Various cybersecurity companies simply speak to this fear: “There’s lots of bad things out there and our widget will protect you from it.” Which, is, of course, patently false. Even the best security products in the world are useless if they are not deployed as part of an overall strategy that includes people, policies, and process working towards a common goal.

It’s not enough for cybersecurity vendors to market and sell widgets. We must do better and actually help our customers understand the real threats to their business, not just the ones that make the news. We must help them take steps to integrate security as part of their business process, enabling new capabilities that weren’t possible before without significant risk.

Disclaimer: While I hate the word cybersecurity, I do work for a vendor: Check Point Software Technologies.

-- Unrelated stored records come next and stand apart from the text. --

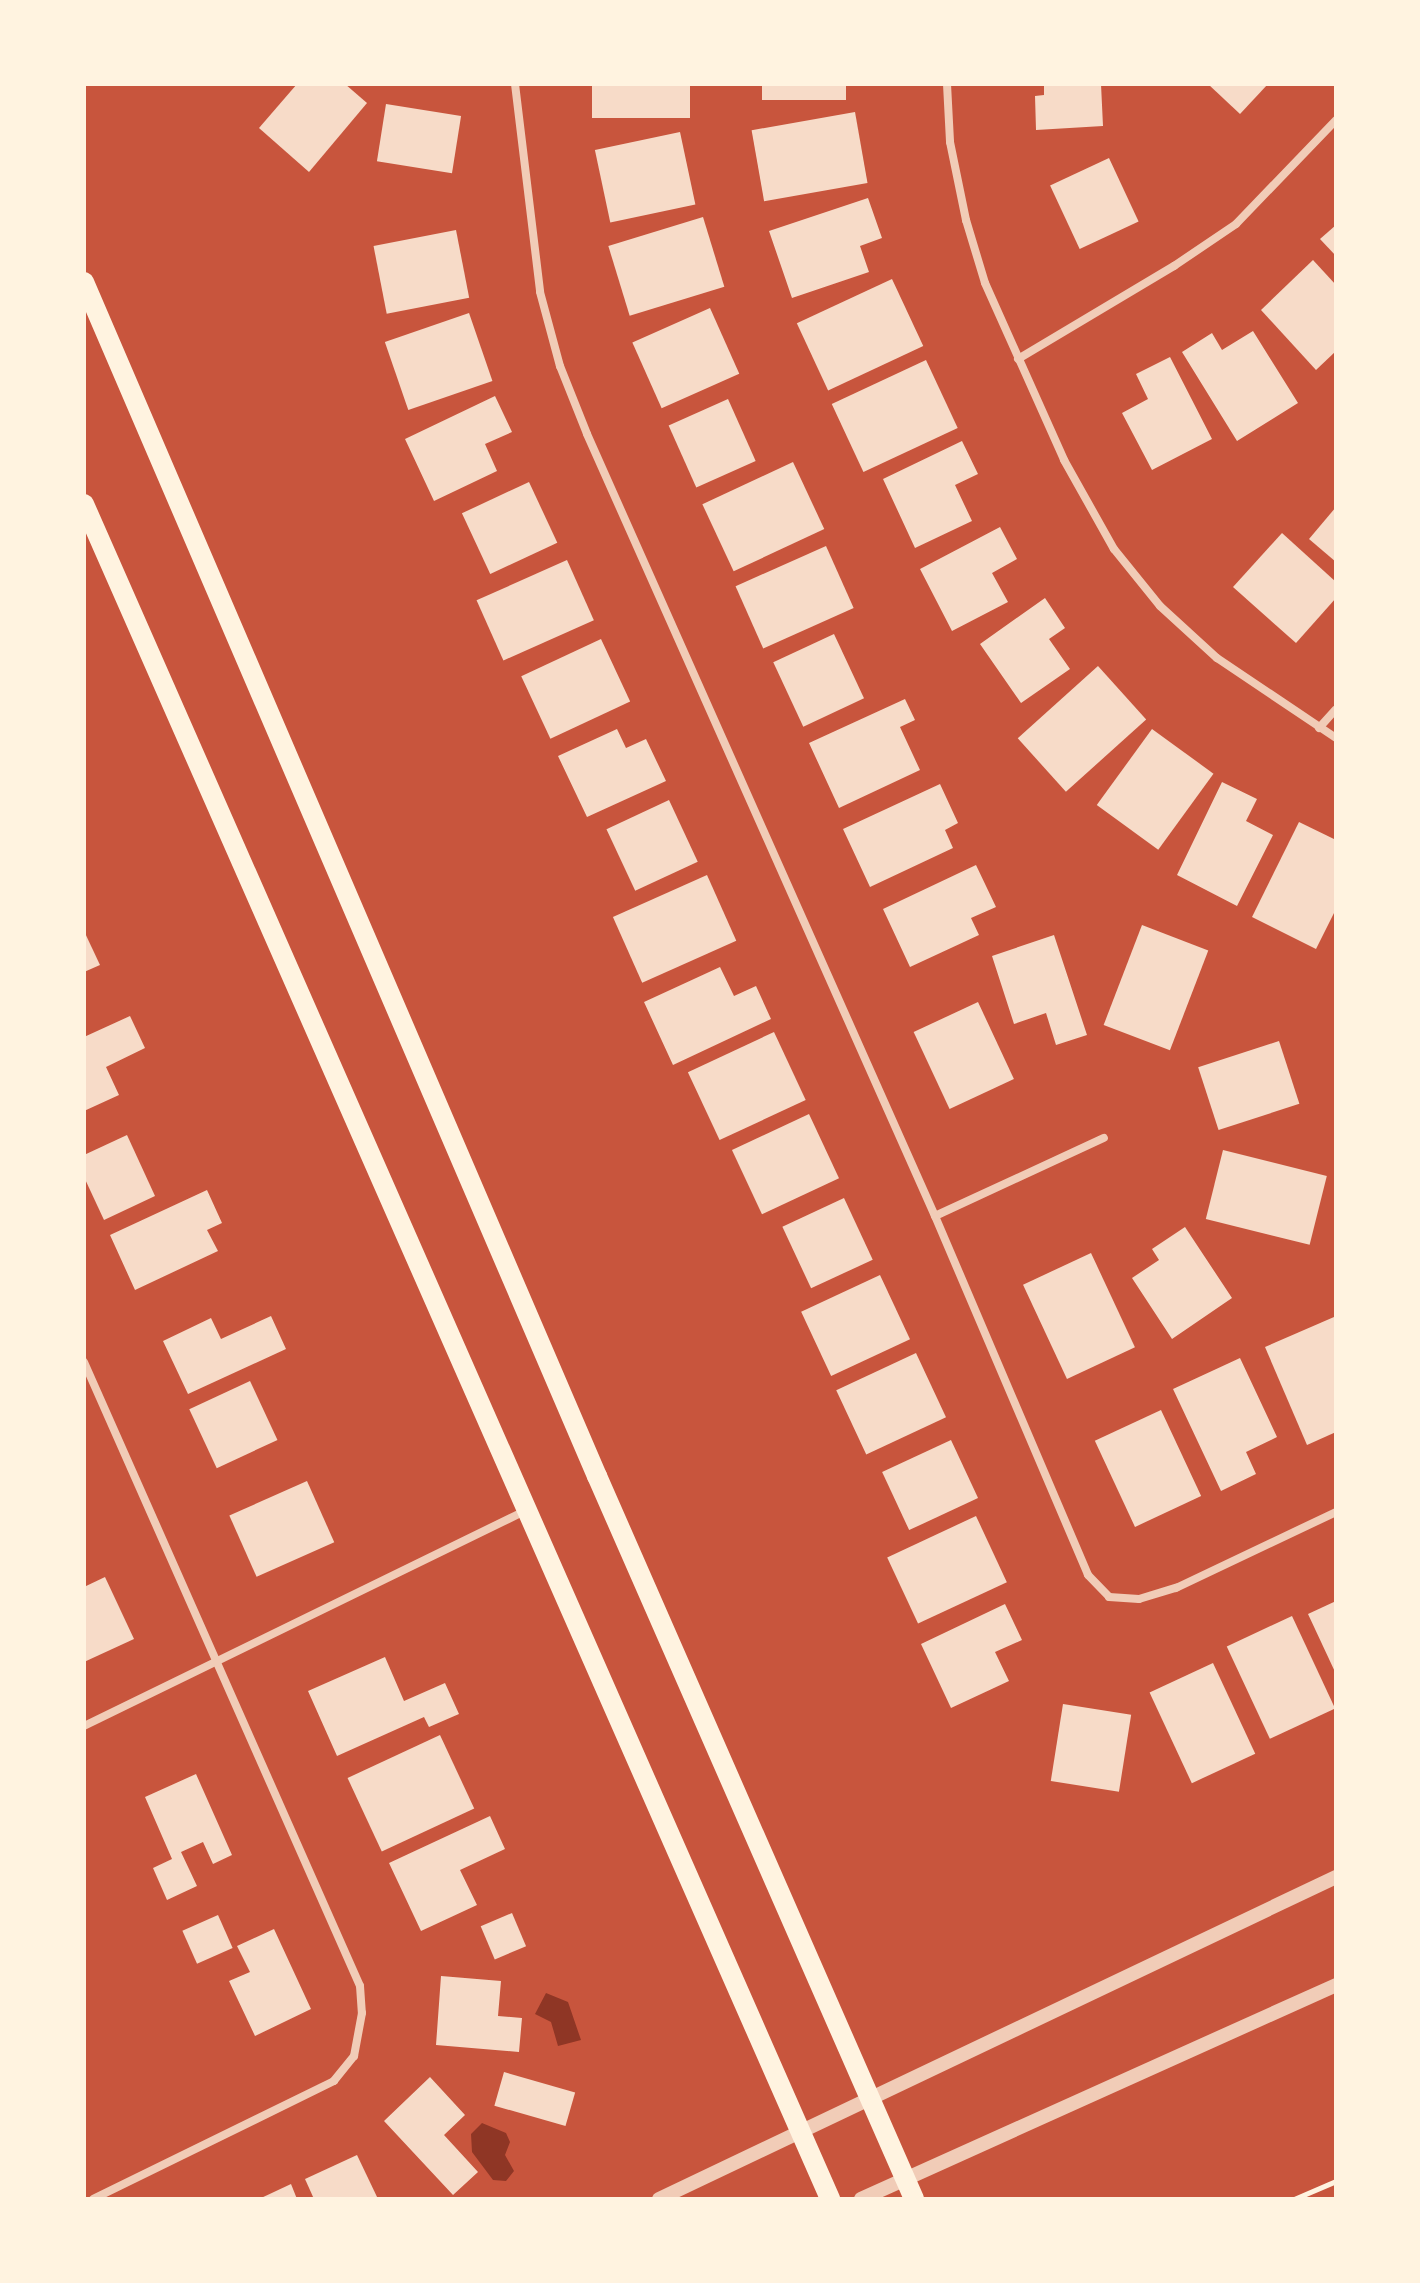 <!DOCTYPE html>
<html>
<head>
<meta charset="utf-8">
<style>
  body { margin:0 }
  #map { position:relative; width:1420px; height:2283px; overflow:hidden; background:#c8553d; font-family:Jost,sans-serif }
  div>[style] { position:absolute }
  .water>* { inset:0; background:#8f3625 }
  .building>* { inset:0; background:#f7dbc8; transform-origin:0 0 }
  .path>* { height:5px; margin:-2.5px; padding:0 2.5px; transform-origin:2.5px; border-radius:2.5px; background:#fff3e0 }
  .minor>* { height:8px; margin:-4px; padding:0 4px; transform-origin:4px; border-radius:4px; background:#f1ccb7 }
  .tertiary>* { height:14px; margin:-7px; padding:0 7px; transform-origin:7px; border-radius:7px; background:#f1ccb7 }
  .primary>* { height:20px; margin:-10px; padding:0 10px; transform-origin:10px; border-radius:10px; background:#fff3e0 }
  span { translate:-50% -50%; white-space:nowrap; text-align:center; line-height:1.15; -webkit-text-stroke:6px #fff3e0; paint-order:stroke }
  .frame { position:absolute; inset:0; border:86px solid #fff3e0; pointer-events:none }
</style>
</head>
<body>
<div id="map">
  <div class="water">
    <div style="clip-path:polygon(546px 1993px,568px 2002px,581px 2040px,558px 2046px,551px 2022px,535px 2014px)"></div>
    <div style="clip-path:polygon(482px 2123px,506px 2133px,510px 2142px,505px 2155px,514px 2171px,506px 2181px,493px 2180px,472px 2152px,471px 2134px)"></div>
  </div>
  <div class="building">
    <div style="clip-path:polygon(297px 84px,345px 84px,367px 103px,309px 172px,259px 128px)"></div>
    <div style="left:592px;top:84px;width:98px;height:34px"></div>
    <div style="left:762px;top:84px;width:84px;height:16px"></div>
    <div style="clip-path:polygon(1044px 84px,1101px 84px,1103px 126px,1036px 130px,1035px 96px,1044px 95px)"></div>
    <div style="clip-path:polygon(1208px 84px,1268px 84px,1240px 114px)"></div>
    <div style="left:386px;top:104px;width:76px;height:58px;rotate:9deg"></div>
    <div style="left:855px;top:112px;width:72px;height:105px;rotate:80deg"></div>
    <div style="left:680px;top:132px;width:74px;height:87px;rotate:78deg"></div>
    <div style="left:1109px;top:158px;width:70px;height:65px;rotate:65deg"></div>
    <div style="clip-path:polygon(868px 198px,882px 238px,860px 246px,869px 272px,792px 298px,769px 231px)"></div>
    <div style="left:703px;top:217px;width:73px;height:99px;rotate:73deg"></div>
    <div style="clip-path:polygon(1336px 225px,1336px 256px,1320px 239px)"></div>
    <div style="left:456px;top:230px;width:69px;height:84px;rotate:79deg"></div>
    <div style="clip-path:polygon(1313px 260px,1336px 285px,1336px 351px,1316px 370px,1261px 310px)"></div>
    <div style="left:892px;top:279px;width:74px;height:105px;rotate:65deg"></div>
    <div style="left:710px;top:308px;width:72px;height:85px;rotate:66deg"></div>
    <div style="left:469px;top:313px;width:72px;height:89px;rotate:71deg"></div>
    <div style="clip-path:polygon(1253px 331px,1298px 403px,1237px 441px,1182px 352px,1212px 333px,1222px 350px)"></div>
    <div style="clip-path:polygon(1170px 357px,1212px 439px,1152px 470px,1122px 413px,1148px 399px,1136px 374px)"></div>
    <div style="left:926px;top:360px;width:75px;height:104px;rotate:65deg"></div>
    <div style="clip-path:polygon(495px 396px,512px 432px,485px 444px,497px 471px,434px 501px,405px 439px)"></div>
    <div style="left:728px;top:399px;width:68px;height:65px;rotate:66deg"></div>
    <div style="clip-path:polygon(962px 441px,978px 474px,955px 485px,972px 521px,915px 548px,883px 479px)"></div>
    <div style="left:793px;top:462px;width:74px;height:100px;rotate:65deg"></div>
    <div style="left:529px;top:482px;width:67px;height:74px;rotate:65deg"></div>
    <div style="clip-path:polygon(1336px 507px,1336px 562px,1309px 539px)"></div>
    <div style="clip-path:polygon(1000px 527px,1017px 559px,992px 573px,1008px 602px,952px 631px,920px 569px)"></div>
    <div style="clip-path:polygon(1282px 533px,1336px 582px,1336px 598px,1296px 643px,1233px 587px)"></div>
    <div style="left:826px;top:546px;width:68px;height:99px;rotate:66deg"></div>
    <div style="left:567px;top:560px;width:66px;height:99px;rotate:66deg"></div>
    <div style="clip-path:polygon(1045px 598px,1065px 628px,1049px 639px,1070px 669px,1021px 703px,980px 644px)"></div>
    <div style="left:834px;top:634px;width:71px;height:67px;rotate:65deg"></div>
    <div style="left:601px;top:639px;width:69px;height:88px;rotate:65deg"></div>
    <div style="left:1098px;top:666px;width:72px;height:108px;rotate:48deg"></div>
    <div style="clip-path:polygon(905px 699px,915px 720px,900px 727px,920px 770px,839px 808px,809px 743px)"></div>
    <div style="clip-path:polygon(617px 729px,626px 748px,646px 739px,666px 781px,587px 817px,558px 756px)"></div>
    <div style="left:1152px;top:729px;width:76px;height:94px;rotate:36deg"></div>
    <div style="clip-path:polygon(1222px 782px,1257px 799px,1246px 821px,1273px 835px,1237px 906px,1177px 875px)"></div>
    <div style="clip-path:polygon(940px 784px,958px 823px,945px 830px,953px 848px,870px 887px,843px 829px)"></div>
    <div style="left:669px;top:800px;width:68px;height:69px;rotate:65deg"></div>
    <div style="clip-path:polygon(1299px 822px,1336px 840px,1336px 909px,1316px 949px,1252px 917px)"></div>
    <div style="clip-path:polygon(976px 865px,996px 907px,971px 918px,979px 935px,910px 967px,883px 909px)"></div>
    <div style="left:707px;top:875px;width:72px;height:103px;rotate:66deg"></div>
    <div style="left:1142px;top:925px;width:71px;height:107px;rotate:21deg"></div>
    <div style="clip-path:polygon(84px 931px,100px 965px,84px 972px)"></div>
    <div style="clip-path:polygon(1054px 935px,1087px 1035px,1056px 1045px,1046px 1013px,1014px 1024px,992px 956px)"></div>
    <div style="clip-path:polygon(720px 967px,734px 996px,756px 986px,771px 1019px,673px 1065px,644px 1002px)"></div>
    <div style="left:978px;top:1002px;width:85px;height:71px;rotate:65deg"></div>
    <div style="clip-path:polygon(130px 1016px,145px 1048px,106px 1067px,119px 1095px,84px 1111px,84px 1037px)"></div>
    <div style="left:774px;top:1032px;width:75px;height:95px;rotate:65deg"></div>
    <div style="left:1279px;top:1041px;width:66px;height:85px;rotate:72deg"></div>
    <div style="left:809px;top:1114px;width:71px;height:85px;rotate:65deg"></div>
    <div style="clip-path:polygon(127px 1135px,155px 1196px,104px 1220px,84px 1177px,84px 1155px)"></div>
    <div style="left:1223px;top:1150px;width:107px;height:71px;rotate:14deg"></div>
    <div style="clip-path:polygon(207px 1190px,222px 1223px,207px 1230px,218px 1251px,135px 1290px,110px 1235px)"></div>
    <div style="left:844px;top:1198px;width:68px;height:68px;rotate:65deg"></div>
    <div style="clip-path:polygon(1185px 1227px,1232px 1298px,1172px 1339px,1132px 1278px,1159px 1260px,1152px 1249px)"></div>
    <div style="left:1091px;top:1253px;width:104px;height:75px;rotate:65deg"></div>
    <div style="left:880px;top:1275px;width:71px;height:87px;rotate:65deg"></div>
    <div style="clip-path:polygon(271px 1316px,286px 1349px,188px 1394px,163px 1341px,211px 1318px,221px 1339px)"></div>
    <div style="clip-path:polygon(1334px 1317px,1336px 1432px,1307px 1445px,1265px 1347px)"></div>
    <div style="left:916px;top:1353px;width:71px;height:88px;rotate:65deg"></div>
    <div style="clip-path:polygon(1240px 1358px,1277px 1437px,1246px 1452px,1256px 1474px,1221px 1491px,1173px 1389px)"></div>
    <div style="left:250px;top:1381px;width:65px;height:67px;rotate:65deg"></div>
    <div style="left:1161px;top:1410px;width:95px;height:73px;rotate:65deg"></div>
    <div style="left:951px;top:1440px;width:64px;height:76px;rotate:65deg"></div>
    <div style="left:307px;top:1481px;width:67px;height:85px;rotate:66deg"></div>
    <div style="left:976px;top:1516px;width:73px;height:98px;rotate:65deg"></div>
    <div style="clip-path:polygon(105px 1577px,134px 1639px,84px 1662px,84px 1587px)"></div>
    <div style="clip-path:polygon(1336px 1601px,1336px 1674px,1308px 1614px)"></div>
    <div style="clip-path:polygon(1005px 1604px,1022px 1640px,995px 1652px,1009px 1681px,951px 1708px,921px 1644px)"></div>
    <div style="left:1292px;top:1616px;width:102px;height:72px;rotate:65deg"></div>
    <div style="clip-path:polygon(385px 1657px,404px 1701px,445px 1683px,459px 1714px,429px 1727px,424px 1717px,337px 1756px,308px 1691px)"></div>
    <div style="left:1213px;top:1663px;width:100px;height:70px;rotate:65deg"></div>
    <div style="left:1063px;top:1704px;width:69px;height:78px;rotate:9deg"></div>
    <div style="left:440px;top:1735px;width:81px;height:102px;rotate:65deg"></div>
    <div style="clip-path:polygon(196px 1774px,232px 1855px,213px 1864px,203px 1842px,181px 1852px,197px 1886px,167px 1900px,153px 1868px,172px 1859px,145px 1797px)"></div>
    <div style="clip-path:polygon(490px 1816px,505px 1849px,460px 1870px,477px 1905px,421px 1931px,389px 1863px)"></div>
    <div style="left:512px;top:1913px;width:36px;height:34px;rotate:67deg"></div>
    <div style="left:218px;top:1915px;width:36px;height:39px;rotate:66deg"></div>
    <div style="clip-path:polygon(274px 1929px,311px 2009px,255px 2036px,229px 1981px,250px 1972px,237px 1946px)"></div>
    <div style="clip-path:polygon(441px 1976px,501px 1981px,498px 2016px,522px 2018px,519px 2052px,436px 2045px)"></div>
    <div style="left:504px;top:2072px;width:74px;height:35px;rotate:16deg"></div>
    <div style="clip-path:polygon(430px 2077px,465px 2115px,444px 2135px,478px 2172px,453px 2195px,384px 2121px)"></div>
    <div style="clip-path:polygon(357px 2155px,378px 2199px,314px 2199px,305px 2179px)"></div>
    <div style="clip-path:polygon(291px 2184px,297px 2199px,259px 2199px)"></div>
  </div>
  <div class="path">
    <div style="left:1294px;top:2199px;width:46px;rotate:-23.2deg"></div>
  </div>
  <div class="minor">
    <div style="left:515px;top:84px;width:209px;rotate:83.1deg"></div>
    <div style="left:540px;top:292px;width:77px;rotate:74.9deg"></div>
    <div style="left:560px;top:366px;width:73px;rotate:68.3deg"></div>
    <div style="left:587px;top:434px;width:856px;rotate:66.01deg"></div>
    <div style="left:935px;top:1216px;width:390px;rotate:66.9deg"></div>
    <div style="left:1088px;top:1575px;width:30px;rotate:46deg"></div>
    <div style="left:1109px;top:1597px;width:30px;rotate:4deg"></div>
    <div style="left:1139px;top:1599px;width:39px;rotate:-17deg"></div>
    <div style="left:1176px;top:1588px;width:177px;rotate:-25.4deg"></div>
    <div style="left:947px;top:84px;width:58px;rotate:87deg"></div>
    <div style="left:950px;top:142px;width:80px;rotate:78.4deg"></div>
    <div style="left:966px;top:220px;width:66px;rotate:73.2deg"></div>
    <div style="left:985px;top:283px;width:194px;rotate:65.9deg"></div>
    <div style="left:1064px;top:460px;width:102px;rotate:60.7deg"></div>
    <div style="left:1114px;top:549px;width:73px;rotate:51.1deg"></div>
    <div style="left:1160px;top:606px;width:77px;rotate:42.4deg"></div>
    <div style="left:1217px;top:658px;width:143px;rotate:33.9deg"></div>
    <div style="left:1018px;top:359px;width:182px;rotate:-30.8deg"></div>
    <div style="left:1174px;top:266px;width:75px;rotate:-34.1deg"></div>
    <div style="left:1236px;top:224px;width:144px;rotate:-46.1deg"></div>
    <div style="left:1319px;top:728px;width:25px;rotate:-48deg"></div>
    <div style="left:935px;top:1216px;width:186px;rotate:-24.8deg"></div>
    <div style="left:84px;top:1362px;width:682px;rotate:66.14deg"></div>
    <div style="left:360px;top:1986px;width:27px;rotate:86deg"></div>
    <div style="left:362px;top:2013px;width:44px;rotate:100.5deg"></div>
    <div style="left:354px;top:2056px;width:32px;rotate:129deg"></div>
    <div style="left:334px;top:2081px;width:268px;rotate:153.9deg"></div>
    <div style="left:84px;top:1726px;width:491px;rotate:-26deg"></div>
  </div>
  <div class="tertiary">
    <div style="left:659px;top:2199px;width:750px;rotate:-25.44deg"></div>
    <div style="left:861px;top:2199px;width:521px;rotate:-24.25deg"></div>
  </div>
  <div class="primary">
    <div style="left:84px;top:282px;width:1300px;rotate:66.75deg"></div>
    <div style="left:597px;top:1476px;width:789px;rotate:66.32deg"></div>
    <div style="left:84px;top:504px;width:1852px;rotate:66.24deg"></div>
  </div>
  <div class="frame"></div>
</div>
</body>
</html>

These thoughts are my own.

The Security Industry: Lead By Example

If the security industry itself can’t be bothered to fix security issues in a timely manner, how can we expect customers to apply the patches in a timely manner? Shouldn’t we be leading by example?

Generally speaking, Check Point (where I work) is pretty quick to respond to reported issues. In some cases, fixes have been out in hours. Some of Check Point’s competitors? Not so quick. Here are a couple recent examples.

FireEye’s Year Old Vulnerability

A couple people from Check Point reported an issue to FireEye on 24 July 2014. While the issue was reported on one of their products (their ‘EX’ product), the issue actually affected several of their products. A “fixed” version of code for the product we reported on was issued on 7 July 2015, 349 days after it was first reported. This is how the issue was reported in their Q4 2015 Security Vulnerability advisory:

FireEye Vulnerability

To be fair, the issue was fixed in some products in a much shorter time, but for one product, it was about 15 months.

The acknowledgement by FireEye is misleading. First of all, the employer of the reporters was not mentioned as it was for others in the advisory (it’s Check Point, as noted previously). Second of all, the actual issues reported are more serious than the somewhat misleading description FireEye chose to provide. Even with the description provided, I disagree with the “low” severity rating. Social engineering attacks, anyone?

Palo Alto Networks Evading For Three Years

I’ve largely covered the vulnerability in question on a previous post. The one update I can provide is that 3 years after the original SANS Institude paper being published highlighting the deficiencies, Palo Alto Networks finally issued an update to their Application and Threat Content that addresses the issues. Or at least they addressed the issues demonstrated by the 666 different ways to bypass Palo Alto Networks video, which are based on the same principles.

More Examples

Check Point has actually found and responsibly disclosed a number of vulnerabilities in a number of common services and software products, including those of competitors. A presentation has been posted on SlideShare providing the details.

Conclusion

Every product out there is going to have security vulnerabilities found in it, including and especially products designed to keep your environments secure. What separates the mature, market-leading vendors from the others is how you respond to such reports.